The Divisions feature enables you to track different segments of your business independently.

Each division can have its own income, expenses, assets, and liabilities for complete financial separation.

Common uses include geographic regions, product lines, departments, or business units.

Settings
Divisions

Creating Divisions

To create a new division, click the New Division button.

Give each division a clear name and optionally a code for quick identification.

DivisionsNew Division

For more information, see: DivisionEdit

Assigning Divisions to Transactions

Once created, assign divisions to individual transactions like Payments, Receipts, and Sales Invoices.

This builds a complete picture of each division's financial performance.

Divisions can be assigned to transactions affecting profit & loss accounts or custom balance sheet accounts.

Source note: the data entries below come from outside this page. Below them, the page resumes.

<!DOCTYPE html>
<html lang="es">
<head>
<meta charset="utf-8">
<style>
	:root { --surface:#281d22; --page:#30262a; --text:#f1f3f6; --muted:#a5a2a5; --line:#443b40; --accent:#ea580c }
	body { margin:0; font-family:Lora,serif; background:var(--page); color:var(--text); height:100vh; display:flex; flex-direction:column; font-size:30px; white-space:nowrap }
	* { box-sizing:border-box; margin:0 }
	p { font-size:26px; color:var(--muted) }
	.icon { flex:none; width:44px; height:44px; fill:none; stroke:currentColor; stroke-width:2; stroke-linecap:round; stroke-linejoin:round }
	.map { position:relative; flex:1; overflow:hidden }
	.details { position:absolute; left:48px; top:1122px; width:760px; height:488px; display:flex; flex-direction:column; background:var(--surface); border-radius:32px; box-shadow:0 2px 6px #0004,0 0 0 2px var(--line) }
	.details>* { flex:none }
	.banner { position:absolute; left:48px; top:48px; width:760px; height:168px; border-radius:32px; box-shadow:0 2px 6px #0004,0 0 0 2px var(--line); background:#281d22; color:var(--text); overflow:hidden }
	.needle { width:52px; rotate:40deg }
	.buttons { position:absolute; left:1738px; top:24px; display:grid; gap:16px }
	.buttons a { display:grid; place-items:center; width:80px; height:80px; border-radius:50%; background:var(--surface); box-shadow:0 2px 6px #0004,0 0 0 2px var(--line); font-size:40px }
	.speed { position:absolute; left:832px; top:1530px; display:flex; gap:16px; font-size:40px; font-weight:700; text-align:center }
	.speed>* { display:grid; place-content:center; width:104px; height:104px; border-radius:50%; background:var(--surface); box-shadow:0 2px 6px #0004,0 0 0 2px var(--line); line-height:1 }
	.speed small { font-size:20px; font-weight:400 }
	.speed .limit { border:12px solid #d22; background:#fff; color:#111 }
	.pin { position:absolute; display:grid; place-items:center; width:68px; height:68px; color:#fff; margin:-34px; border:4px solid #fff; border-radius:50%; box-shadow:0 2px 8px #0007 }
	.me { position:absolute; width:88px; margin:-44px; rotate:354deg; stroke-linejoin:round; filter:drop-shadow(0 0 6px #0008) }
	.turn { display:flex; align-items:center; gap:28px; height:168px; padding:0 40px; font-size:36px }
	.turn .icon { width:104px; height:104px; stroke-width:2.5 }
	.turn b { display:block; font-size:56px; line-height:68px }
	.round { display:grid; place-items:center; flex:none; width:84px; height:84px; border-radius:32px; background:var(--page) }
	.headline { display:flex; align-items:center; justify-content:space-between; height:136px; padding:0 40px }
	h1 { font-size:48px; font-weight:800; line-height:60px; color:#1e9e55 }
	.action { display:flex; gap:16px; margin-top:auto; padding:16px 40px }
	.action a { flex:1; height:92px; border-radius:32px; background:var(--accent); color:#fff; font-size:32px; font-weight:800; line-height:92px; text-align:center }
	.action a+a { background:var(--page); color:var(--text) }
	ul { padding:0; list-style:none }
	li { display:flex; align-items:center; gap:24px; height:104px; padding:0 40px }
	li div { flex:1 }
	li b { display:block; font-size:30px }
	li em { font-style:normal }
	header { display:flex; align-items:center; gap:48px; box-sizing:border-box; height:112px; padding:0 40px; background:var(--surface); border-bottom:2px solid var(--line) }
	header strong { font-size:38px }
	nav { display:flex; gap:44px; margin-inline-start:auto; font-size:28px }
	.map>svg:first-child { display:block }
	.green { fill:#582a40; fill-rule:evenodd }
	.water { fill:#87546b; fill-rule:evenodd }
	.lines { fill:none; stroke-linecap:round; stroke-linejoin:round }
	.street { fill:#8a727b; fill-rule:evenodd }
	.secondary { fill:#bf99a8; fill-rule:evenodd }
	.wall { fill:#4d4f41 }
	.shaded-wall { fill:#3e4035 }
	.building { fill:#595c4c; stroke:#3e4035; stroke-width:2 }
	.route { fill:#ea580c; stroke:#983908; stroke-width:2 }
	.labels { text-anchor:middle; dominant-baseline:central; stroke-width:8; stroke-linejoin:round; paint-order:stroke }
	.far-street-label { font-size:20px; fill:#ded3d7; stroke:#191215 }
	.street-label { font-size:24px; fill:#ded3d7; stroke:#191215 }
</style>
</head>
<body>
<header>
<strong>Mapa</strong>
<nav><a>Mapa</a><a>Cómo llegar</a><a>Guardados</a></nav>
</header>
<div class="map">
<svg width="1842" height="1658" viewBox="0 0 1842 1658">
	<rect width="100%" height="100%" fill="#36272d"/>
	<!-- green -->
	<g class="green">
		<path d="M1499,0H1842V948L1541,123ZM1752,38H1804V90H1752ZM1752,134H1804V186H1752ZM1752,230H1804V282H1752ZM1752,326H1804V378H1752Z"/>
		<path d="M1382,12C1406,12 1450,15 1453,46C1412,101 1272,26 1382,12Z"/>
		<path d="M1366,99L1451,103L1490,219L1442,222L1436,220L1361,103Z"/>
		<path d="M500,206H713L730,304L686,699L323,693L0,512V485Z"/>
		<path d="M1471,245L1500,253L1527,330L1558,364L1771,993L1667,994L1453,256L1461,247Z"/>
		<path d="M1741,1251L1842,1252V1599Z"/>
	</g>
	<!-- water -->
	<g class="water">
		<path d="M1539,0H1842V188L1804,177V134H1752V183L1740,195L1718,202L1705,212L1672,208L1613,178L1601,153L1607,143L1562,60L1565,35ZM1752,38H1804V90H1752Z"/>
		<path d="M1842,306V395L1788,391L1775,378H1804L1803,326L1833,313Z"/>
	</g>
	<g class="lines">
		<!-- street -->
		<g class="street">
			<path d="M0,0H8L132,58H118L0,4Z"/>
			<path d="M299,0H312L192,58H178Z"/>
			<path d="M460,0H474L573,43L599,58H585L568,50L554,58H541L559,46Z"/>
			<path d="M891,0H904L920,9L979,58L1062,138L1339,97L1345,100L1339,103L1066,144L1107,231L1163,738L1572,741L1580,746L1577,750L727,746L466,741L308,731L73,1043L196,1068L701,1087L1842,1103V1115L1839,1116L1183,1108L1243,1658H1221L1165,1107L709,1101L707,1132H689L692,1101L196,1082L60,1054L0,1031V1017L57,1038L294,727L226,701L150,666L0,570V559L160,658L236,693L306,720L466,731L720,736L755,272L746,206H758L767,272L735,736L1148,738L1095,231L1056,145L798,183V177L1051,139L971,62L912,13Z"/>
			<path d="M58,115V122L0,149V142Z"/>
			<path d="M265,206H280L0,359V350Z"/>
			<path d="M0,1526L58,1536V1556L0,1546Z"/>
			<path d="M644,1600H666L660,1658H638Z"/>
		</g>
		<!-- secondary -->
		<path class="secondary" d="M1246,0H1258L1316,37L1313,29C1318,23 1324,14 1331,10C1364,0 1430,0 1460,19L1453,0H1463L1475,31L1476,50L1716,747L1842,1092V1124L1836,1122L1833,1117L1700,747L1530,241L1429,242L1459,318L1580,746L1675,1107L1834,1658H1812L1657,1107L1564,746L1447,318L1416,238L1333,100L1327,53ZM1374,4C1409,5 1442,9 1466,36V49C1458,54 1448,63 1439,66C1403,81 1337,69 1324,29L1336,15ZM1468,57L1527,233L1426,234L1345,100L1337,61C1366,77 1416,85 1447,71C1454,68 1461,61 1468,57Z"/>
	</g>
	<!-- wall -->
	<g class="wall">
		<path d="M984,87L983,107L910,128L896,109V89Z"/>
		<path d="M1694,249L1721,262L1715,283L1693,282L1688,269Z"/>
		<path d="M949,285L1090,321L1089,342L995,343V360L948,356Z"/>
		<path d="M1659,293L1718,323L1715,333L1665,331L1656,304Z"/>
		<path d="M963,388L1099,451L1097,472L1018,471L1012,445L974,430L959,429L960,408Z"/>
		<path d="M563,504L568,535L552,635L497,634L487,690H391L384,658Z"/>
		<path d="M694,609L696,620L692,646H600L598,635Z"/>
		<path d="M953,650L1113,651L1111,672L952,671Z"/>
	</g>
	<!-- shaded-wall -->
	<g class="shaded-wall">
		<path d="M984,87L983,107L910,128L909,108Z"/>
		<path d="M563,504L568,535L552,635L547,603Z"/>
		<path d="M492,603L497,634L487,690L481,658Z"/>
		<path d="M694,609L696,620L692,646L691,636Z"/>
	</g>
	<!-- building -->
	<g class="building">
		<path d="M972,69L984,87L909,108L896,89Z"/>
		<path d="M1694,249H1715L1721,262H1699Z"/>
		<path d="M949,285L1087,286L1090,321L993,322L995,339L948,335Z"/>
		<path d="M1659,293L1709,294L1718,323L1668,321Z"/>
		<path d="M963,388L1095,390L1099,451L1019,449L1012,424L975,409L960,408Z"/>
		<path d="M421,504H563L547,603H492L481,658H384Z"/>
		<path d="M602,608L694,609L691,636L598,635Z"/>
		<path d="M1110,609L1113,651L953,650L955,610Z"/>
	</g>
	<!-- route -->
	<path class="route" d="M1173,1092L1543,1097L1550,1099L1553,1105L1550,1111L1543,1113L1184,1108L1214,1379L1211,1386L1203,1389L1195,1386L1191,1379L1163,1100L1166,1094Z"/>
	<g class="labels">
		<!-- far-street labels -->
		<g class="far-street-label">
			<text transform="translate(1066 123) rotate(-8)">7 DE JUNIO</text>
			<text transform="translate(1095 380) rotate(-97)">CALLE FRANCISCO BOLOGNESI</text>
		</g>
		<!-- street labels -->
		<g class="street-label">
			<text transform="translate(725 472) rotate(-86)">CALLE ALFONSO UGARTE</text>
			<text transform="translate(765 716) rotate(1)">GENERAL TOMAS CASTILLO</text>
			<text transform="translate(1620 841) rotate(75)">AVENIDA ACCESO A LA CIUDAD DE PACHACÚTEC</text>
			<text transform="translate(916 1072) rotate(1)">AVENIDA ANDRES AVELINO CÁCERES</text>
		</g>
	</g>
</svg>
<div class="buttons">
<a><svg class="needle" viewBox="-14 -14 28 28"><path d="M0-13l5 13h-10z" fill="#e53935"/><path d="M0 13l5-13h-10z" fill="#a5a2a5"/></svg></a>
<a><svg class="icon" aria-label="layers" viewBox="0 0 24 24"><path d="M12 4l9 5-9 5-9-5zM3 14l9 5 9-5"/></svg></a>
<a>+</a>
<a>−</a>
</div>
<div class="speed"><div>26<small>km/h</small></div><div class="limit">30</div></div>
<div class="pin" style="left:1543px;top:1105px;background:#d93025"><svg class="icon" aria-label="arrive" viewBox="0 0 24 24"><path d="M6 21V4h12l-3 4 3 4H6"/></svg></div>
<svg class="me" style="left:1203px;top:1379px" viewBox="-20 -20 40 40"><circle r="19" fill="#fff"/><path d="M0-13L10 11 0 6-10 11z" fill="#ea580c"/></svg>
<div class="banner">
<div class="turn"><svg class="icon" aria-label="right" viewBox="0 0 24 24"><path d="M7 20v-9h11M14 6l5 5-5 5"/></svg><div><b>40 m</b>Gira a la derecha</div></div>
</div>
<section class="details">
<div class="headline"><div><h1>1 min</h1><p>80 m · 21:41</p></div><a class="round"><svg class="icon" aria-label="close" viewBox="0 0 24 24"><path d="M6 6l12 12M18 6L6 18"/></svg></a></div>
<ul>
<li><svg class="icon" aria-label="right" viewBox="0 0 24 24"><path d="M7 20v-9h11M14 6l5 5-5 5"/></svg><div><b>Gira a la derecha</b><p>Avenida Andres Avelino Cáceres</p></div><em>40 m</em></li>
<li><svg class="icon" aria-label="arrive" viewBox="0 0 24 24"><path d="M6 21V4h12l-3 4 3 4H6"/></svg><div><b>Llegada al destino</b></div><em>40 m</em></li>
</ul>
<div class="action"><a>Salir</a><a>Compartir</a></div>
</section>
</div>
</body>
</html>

This allows tracking of divisional income, expenses, and custom assets or liabilities.

Division Rules for Sub-Accounts

Sub-accounts like Bank and Cash Accounts, Customers, Suppliers, and Fixed Assets cannot have divisions assigned at the transaction level.

Instead, these accounts must be assigned to a division at the account level.

Sub-accounts must be wholly owned by a single division because their entire balance belongs to that division.

For example, a bank account balance cannot be split between divisions - the whole account belongs to one division.

This often means having separate bank accounts, customer accounts, or assets for each division.

Interdivisional Transactions

Manager automatically handles cross-division transactions by creating interdivisional loan accounts.

Example: If Division A's bank account pays for Division B's expense, Manager tracks this as an interdivisional loan.

This ensures each division's financial position remains accurate even with shared resources.

Divisional Reporting

Financial reports can be generated for individual divisions or compared side-by-side.

Both Balance Sheet and Profit and Loss Statement support divisional reporting.

Create comparative reports to analyze performance across divisions and identify top performers.

Divisions vs Projects

Use divisions for permanent or long-term business segments like regions, departments, or product lines.

This differs from Projects which typically have start and end dates and are temporary in nature.

Divisions continue indefinitely until deactivated, while projects have defined lifecycles.